Friday 1st June 2018, 9:30am to 6:30pm
Richard Hoggart Building 167, Goldsmiths, University of London

This one-day symposium will bring together academics and musicians to discuss innovation and creativity in diasporic music learning and performance. Cutting across disciplinary boundaries and across sectors, Diaspora Sounds will address current musical practices in diasporic communities in the UK. The symposium will provide an opportunity for engagement and dialogue between academics and musicians involved in teaching and performance to develop new perspectives.

The symposium is convened by Jasmine Hornabrook and sponsored by the Institute for Music Research (IMR) and the Asian Music Unit (AsMU) at Goldsmiths.

For more information, see https://www.gold.ac.uk/calendar/?id=11448

The symposium is free to attend, but please register here https://www.eventbrite.com/e/diaspora-sounds-symposium-tickets-44884908971

Preliminary Schedule of the day:

9:30 – 10:00           Registration and Coffee

 

10:00 – 10:10         Welcome

 

10:10 – 11:40          Session 1


Music and Gestures: Intercultural Music-making for the Korean Taegum Flute

Hyelim Kim (Bath Spa University/SOAS)


'Undone' by Tarang: A new hybrid genre for a global diaspora

Alok Nayak (University of Liverpool)


Becoming Subbulakshmi and Nagarathanammal's Dream

Priya Srinivasan (University of Melbourne)

                              

 

11:40 – 11:55          Break


11:55 - 12:40           Cyborg mantras and the technologies of transnational creativity

                                 Keynote by Prof Tina K. Ramnarine (Royal Holloway, University of London)

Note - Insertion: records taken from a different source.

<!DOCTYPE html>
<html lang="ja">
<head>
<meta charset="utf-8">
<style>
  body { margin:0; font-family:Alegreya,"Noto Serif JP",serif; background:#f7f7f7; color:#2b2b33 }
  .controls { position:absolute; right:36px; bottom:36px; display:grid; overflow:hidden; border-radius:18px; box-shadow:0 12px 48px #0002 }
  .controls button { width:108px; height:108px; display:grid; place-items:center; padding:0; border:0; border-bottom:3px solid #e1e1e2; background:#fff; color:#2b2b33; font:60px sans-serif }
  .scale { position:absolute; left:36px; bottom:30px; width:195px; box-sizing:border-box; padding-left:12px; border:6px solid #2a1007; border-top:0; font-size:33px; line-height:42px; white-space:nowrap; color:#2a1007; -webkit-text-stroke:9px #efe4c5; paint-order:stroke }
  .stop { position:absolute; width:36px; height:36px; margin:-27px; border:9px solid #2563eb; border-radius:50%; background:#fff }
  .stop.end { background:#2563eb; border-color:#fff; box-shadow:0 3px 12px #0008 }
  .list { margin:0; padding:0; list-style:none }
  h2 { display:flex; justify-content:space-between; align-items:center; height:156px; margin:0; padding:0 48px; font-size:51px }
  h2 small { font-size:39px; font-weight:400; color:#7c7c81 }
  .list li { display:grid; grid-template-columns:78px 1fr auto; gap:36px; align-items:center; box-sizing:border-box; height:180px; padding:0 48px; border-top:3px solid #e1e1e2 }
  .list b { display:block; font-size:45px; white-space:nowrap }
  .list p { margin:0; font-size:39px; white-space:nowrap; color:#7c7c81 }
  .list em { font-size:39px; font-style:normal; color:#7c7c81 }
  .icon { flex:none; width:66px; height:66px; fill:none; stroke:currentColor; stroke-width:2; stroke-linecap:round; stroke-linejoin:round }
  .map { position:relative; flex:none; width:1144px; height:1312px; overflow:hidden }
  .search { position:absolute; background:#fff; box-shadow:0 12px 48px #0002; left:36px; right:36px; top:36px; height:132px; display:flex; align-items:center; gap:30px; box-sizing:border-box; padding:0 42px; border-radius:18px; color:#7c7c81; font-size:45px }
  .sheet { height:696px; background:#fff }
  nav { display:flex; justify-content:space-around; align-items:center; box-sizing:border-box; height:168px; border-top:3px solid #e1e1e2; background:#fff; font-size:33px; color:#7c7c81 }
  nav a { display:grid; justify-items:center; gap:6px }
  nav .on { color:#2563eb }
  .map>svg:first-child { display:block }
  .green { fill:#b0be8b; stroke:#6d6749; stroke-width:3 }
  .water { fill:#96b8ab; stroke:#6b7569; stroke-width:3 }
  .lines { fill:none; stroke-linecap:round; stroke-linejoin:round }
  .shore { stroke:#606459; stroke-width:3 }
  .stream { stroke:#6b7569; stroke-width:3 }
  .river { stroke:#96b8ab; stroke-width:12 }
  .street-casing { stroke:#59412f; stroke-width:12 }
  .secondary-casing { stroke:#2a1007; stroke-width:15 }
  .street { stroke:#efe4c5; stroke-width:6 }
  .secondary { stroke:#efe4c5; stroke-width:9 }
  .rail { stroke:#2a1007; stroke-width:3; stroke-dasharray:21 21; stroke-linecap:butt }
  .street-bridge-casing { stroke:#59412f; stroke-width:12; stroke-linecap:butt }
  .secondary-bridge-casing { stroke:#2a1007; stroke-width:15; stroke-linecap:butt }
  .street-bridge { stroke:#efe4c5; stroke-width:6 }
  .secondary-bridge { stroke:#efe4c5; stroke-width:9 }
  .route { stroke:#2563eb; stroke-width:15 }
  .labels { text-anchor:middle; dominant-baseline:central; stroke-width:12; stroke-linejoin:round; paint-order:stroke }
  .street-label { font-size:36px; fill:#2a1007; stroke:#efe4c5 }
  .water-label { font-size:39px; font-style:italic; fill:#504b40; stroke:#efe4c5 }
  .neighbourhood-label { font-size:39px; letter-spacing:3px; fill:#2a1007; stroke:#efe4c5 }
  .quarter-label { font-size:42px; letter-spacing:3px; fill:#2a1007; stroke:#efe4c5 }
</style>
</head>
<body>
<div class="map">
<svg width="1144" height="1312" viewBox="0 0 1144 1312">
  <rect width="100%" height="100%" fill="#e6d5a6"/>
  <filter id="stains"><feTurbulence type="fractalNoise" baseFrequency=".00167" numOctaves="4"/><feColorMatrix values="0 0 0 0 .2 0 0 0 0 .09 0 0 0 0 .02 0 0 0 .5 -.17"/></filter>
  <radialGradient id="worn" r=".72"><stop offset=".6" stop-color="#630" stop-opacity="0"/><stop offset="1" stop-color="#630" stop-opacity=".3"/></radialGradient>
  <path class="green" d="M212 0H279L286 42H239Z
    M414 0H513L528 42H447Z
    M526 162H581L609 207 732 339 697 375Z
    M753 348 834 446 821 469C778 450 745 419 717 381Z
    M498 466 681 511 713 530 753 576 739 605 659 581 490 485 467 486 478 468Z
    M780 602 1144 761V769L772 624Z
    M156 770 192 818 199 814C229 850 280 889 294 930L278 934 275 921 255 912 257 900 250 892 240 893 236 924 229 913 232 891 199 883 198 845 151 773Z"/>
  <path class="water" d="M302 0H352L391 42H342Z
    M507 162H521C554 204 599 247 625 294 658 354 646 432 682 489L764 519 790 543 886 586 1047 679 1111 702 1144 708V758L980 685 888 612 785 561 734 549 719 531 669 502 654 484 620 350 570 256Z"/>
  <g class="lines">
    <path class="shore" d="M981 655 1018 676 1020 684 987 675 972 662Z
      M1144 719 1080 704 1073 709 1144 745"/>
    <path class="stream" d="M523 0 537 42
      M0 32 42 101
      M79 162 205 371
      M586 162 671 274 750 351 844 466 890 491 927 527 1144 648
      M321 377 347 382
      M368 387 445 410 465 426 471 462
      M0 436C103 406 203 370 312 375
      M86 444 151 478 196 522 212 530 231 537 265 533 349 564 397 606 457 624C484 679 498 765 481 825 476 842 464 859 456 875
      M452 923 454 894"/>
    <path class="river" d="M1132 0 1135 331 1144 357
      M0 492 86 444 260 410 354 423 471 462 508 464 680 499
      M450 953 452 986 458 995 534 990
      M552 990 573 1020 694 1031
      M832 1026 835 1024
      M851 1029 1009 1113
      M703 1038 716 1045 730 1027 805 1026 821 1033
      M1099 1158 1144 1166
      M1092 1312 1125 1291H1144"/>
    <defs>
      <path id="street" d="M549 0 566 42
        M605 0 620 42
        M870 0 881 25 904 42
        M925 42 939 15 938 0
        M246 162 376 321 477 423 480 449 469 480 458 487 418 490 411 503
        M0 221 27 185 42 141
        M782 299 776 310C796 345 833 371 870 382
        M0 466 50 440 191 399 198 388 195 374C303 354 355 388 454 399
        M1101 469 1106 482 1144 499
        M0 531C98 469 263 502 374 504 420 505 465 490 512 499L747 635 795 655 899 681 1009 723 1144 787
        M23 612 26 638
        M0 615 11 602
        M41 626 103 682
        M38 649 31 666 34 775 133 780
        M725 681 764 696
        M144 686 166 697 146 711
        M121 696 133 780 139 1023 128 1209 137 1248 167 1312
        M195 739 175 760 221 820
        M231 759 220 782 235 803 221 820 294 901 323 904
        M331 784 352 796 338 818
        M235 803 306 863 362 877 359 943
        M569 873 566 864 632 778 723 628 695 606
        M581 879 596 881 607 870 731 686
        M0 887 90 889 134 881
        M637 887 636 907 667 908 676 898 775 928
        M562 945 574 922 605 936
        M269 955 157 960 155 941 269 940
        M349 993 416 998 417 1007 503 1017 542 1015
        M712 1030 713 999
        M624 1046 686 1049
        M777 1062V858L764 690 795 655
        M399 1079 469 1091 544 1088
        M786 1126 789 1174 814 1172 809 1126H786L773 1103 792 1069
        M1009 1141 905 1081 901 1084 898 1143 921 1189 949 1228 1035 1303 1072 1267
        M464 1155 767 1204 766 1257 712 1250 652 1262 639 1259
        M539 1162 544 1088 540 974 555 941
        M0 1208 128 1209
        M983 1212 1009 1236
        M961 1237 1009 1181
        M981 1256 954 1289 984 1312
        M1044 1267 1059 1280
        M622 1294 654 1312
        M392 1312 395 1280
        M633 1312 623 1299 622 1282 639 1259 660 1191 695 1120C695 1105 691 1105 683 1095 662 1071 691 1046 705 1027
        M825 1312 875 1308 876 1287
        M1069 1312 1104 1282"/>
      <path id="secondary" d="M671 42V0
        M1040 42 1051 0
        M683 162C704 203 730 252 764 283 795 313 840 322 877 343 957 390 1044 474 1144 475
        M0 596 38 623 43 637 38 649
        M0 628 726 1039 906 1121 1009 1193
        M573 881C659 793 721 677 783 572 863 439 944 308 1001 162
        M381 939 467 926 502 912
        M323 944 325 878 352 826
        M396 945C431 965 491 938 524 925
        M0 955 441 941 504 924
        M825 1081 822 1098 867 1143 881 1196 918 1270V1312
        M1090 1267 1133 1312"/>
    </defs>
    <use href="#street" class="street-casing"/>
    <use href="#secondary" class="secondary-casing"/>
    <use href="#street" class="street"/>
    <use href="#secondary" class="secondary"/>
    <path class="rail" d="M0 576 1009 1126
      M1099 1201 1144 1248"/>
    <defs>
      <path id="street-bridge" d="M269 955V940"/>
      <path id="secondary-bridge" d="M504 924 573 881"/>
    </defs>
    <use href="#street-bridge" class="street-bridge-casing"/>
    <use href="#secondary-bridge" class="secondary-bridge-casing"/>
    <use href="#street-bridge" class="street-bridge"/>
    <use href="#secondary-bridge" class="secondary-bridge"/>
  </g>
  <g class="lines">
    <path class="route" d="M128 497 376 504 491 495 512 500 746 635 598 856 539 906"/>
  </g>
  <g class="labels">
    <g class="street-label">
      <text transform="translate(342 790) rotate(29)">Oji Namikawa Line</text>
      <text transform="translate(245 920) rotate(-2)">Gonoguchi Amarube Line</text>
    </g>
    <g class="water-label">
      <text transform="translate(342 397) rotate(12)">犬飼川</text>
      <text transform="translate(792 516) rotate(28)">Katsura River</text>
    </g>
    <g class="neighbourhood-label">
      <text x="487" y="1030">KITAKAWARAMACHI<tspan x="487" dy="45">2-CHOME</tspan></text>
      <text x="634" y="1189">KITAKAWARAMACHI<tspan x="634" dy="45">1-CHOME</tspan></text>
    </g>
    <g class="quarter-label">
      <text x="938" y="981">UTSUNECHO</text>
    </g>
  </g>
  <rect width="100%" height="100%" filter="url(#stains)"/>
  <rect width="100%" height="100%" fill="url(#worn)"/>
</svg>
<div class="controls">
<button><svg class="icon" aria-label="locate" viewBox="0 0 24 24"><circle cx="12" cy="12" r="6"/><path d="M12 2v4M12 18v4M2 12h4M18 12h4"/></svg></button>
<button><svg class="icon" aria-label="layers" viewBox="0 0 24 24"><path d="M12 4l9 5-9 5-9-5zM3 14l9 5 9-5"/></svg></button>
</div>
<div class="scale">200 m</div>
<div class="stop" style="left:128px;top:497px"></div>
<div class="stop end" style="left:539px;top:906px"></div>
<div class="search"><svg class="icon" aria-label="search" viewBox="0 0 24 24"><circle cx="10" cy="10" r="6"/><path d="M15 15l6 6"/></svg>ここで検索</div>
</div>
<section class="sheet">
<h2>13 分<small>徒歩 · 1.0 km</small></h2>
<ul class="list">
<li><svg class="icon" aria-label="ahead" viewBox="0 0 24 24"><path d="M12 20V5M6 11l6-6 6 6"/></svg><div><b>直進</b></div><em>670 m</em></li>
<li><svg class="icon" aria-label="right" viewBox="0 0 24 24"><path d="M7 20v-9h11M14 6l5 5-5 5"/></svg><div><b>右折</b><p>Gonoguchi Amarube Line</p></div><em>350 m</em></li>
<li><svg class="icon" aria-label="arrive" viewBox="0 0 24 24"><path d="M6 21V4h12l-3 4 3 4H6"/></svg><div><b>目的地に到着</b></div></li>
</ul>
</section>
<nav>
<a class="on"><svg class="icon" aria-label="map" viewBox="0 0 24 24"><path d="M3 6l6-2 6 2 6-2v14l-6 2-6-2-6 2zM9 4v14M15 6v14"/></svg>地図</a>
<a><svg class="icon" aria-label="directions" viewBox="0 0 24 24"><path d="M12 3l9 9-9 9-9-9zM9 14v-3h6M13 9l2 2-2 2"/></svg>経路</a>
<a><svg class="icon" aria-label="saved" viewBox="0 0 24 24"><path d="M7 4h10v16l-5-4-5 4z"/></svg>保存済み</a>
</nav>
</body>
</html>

                            

12:40 – 13:40          Lunch (not provided)

 

13:40 – 15:40          Session 2


The King is back home! Music encounters between Africans from both sides of the ocean

Eugenio Giorgianni (Royal Holloway, University of London)


The Sonic Intimacies of Jungle Pirate Radio

Malcolm James (University of Sussex)


Malagasy musicians in diasporic and trasnational setting: Can researchers, film makers and musicians create a common narrative?

Ulrike H. Meinhof (University of Southampton)


East to East? South Indian classical music on the periphery of mainstream arts

Mithila Sarma (musician and artistic director of the zerOclassikal project)


15:40 – 16:10      Coffee/Tea

 

16:10 – 17:30      Panel discussion: Diasporic music, Cultural diversity and Arts funding

 

Introduction by panel chair, Anamik Saha (Goldsmiths, University of London)


Followed by presentations and discussion by:

Kiruthika Nadarajah (Raga Room)

 

An-Ting Chang (Chinese Art Now)

 

Errol Francis (Culture&)

 

17:30 – 17:40      Closing remarks

 

17:40 – 18:00      Drinks


18:00 - 18:30       Performance: A collaboration between artists-in-residence at Goldsmiths

                             - Lili Suparli and Rudi Mukhram from West Java, Indonesia - and South

                             Indian percussionists from Tarang.